WHAT THE EXERCISE ASKS: Exactly the lines from the start of the entries through the line with "width:52px; height:52px; stroke-width:2.5" are required in the output, with no pictures among them.
===== SUPPLIED RECORDS =====
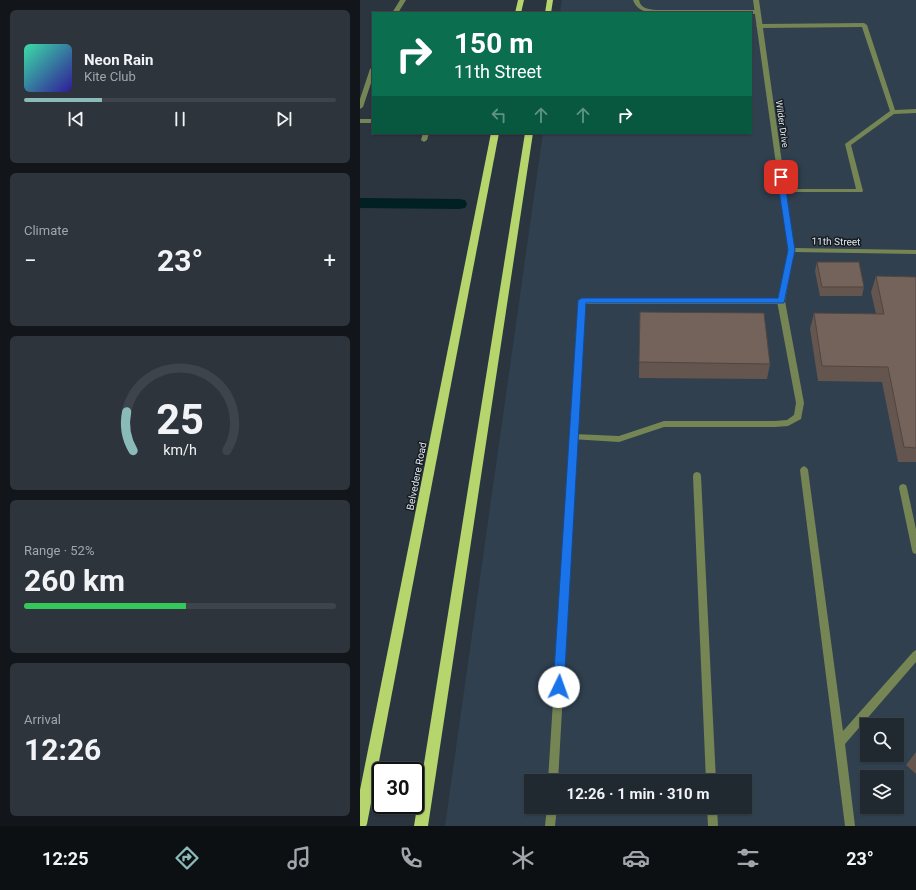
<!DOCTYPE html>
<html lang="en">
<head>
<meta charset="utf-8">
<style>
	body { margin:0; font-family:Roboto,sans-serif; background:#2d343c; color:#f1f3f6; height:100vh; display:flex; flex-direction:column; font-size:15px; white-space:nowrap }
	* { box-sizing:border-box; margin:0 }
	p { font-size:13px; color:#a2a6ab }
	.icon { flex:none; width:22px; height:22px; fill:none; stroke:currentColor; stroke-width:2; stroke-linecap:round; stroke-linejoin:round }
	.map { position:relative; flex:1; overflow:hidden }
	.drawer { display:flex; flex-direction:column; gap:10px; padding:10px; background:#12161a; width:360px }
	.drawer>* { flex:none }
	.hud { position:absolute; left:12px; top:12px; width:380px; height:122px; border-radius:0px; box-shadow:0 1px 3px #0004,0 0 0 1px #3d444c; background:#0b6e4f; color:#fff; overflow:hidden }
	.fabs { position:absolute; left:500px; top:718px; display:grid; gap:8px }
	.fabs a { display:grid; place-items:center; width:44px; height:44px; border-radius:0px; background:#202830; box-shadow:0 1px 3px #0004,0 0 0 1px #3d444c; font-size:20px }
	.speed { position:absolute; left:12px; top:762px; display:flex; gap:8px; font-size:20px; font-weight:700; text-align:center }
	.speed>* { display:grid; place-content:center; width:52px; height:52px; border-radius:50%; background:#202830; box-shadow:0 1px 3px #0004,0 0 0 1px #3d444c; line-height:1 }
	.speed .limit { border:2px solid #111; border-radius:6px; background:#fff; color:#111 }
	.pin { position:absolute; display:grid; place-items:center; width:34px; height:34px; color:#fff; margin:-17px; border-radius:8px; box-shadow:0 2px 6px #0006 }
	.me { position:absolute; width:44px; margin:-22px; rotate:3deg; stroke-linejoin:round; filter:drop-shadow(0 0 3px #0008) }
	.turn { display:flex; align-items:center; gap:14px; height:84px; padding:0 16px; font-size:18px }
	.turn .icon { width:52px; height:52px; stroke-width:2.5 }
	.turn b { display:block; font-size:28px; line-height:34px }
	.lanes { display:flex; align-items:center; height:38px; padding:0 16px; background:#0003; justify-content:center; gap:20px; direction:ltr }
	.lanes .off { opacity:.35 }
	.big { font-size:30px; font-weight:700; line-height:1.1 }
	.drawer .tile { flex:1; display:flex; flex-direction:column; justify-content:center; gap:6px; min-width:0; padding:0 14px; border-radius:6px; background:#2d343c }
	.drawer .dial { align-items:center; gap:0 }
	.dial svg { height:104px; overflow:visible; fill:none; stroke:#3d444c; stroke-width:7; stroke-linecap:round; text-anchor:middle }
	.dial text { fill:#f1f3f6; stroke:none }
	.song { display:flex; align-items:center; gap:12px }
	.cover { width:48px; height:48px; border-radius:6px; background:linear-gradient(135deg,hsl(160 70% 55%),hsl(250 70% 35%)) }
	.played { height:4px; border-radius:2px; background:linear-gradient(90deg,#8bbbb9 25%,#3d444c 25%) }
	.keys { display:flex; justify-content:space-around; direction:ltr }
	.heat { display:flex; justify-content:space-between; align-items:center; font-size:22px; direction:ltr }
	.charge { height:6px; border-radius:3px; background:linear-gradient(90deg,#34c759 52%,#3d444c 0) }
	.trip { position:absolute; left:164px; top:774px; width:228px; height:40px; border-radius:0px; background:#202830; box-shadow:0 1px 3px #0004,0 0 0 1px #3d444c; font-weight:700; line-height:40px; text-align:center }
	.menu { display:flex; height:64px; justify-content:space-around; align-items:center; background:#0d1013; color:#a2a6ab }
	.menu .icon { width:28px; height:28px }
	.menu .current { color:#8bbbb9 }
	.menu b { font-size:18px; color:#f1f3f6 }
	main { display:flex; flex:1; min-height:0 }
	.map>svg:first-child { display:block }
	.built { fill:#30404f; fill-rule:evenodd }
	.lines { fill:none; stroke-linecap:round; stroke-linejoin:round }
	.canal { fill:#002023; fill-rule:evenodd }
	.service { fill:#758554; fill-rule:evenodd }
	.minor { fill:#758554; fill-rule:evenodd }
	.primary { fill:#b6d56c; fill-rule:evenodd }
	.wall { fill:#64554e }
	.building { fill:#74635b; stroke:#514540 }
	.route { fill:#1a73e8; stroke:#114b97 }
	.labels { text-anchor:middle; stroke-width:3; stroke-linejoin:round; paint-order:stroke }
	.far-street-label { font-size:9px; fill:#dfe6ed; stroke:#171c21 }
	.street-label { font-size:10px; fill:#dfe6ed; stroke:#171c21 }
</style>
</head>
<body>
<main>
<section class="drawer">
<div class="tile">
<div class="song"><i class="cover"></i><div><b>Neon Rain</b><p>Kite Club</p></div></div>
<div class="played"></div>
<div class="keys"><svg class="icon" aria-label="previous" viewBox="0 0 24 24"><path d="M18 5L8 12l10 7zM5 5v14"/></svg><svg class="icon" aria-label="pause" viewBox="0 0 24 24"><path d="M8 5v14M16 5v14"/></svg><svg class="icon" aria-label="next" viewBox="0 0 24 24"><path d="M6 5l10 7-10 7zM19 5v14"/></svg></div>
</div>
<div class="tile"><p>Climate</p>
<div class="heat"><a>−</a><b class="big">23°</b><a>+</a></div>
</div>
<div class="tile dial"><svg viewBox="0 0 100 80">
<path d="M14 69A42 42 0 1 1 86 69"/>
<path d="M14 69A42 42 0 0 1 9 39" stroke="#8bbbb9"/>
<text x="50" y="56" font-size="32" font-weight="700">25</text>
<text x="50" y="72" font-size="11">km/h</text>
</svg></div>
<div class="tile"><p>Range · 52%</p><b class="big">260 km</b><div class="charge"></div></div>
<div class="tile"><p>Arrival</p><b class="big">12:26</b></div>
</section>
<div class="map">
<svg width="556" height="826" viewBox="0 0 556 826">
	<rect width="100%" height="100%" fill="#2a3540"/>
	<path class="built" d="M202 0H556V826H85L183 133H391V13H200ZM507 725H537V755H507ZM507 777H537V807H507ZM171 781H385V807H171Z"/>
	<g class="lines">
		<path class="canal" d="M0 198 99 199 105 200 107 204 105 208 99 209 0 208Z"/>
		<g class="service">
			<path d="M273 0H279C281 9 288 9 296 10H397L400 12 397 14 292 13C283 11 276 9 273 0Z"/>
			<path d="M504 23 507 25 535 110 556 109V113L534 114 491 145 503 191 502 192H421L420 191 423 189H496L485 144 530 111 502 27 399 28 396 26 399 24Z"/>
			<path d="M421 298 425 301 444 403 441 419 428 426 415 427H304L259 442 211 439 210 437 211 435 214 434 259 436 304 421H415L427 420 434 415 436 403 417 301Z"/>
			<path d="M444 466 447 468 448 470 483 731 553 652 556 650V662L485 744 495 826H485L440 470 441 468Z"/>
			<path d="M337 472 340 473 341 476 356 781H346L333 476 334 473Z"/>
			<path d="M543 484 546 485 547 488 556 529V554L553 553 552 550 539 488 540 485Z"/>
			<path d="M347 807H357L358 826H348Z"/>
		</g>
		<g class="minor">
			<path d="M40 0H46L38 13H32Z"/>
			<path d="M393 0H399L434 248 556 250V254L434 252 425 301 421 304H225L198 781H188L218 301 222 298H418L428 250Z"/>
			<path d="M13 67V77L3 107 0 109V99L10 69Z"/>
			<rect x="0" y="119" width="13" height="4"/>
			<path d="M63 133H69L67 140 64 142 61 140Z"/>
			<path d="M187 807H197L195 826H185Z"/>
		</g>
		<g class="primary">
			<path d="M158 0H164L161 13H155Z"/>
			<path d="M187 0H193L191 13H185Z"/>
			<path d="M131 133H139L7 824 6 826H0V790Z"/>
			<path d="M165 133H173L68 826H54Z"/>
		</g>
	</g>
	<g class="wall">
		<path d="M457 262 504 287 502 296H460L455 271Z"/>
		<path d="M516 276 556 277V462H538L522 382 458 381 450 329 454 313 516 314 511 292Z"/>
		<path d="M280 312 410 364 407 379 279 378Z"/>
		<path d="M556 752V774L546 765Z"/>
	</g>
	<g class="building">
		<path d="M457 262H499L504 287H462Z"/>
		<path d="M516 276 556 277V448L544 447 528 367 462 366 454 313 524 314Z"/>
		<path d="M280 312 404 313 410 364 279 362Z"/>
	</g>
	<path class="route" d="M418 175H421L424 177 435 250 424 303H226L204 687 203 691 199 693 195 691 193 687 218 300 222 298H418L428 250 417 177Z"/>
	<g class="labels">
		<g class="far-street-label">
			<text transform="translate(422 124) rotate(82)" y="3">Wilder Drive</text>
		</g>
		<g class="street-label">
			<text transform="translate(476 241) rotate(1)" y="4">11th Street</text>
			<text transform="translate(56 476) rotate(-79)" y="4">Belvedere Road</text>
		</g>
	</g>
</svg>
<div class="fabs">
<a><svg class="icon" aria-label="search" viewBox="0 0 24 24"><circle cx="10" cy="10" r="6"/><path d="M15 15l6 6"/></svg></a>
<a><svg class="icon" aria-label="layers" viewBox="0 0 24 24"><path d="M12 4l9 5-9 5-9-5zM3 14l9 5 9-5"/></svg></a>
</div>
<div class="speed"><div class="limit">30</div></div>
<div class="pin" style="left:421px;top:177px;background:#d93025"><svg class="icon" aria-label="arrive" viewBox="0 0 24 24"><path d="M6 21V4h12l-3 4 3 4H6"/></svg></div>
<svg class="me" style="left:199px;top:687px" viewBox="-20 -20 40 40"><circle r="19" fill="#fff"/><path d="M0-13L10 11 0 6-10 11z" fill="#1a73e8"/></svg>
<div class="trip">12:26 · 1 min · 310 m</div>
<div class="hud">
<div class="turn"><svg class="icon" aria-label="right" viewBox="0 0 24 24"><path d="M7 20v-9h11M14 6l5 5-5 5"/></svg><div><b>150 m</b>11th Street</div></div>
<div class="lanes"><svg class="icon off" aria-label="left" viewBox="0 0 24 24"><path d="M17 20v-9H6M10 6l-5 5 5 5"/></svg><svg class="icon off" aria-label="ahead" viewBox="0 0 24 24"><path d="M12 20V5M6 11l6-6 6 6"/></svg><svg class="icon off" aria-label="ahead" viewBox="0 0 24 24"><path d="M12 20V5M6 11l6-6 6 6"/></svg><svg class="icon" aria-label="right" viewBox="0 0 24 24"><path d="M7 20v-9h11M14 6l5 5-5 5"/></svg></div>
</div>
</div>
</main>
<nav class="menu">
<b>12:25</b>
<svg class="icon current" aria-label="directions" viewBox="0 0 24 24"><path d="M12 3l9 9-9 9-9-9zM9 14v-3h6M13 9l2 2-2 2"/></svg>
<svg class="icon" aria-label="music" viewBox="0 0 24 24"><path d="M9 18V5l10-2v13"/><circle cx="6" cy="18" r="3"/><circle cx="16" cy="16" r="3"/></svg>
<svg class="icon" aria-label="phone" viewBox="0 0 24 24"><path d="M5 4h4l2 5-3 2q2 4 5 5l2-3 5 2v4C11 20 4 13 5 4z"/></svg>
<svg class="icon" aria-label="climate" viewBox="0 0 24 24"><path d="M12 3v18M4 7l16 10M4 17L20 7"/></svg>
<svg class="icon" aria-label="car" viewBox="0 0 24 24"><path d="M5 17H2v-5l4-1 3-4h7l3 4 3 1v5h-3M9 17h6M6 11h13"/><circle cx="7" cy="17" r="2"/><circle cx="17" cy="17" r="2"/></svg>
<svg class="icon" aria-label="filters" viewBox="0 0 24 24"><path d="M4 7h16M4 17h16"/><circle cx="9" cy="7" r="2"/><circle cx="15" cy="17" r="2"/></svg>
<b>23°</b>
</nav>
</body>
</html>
=====
REPLY:
<!DOCTYPE html>
<html lang="en">
<head>
<meta charset="utf-8">
<style>
	body { margin:0; font-family:Roboto,sans-serif; background:#2d343c; color:#f1f3f6; height:100vh; display:flex; flex-direction:column; font-size:15px; white-space:nowrap }
	* { box-sizing:border-box; margin:0 }
	p { font-size:13px; color:#a2a6ab }
	.icon { flex:none; width:22px; height:22px; fill:none; stroke:currentColor; stroke-width:2; stroke-linecap:round; stroke-linejoin:round }
	.map { position:relative; flex:1; overflow:hidden }
	.drawer { display:flex; flex-direction:column; gap:10px; padding:10px; background:#12161a; width:360px }
	.drawer>* { flex:none }
	.hud { position:absolute; left:12px; top:12px; width:380px; height:122px; border-radius:0px; box-shadow:0 1px 3px #0004,0 0 0 1px #3d444c; background:#0b6e4f; color:#fff; overflow:hidden }
	.fabs { position:absolute; left:500px; top:718px; display:grid; gap:8px }
	.fabs a { display:grid; place-items:center; width:44px; height:44px; border-radius:0px; background:#202830; box-shadow:0 1px 3px #0004,0 0 0 1px #3d444c; font-size:20px }
	.speed { position:absolute; left:12px; top:762px; display:flex; gap:8px; font-size:20px; font-weight:700; text-align:center }
	.speed>* { display:grid; place-content:center; width:52px; height:52px; border-radius:50%; background:#202830; box-shadow:0 1px 3px #0004,0 0 0 1px #3d444c; line-height:1 }
	.speed .limit { border:2px solid #111; border-radius:6px; background:#fff; color:#111 }
	.pin { position:absolute; display:grid; place-items:center; width:34px; height:34px; color:#fff; margin:-17px; border-radius:8px; box-shadow:0 2px 6px #0006 }
	.me { position:absolute; width:44px; margin:-22px; rotate:3deg; stroke-linejoin:round; filter:drop-shadow(0 0 3px #0008) }
	.turn { display:flex; align-items:center; gap:14px; height:84px; padding:0 16px; font-size:18px }
	.turn .icon { width:52px; height:52px; stroke-width:2.5 }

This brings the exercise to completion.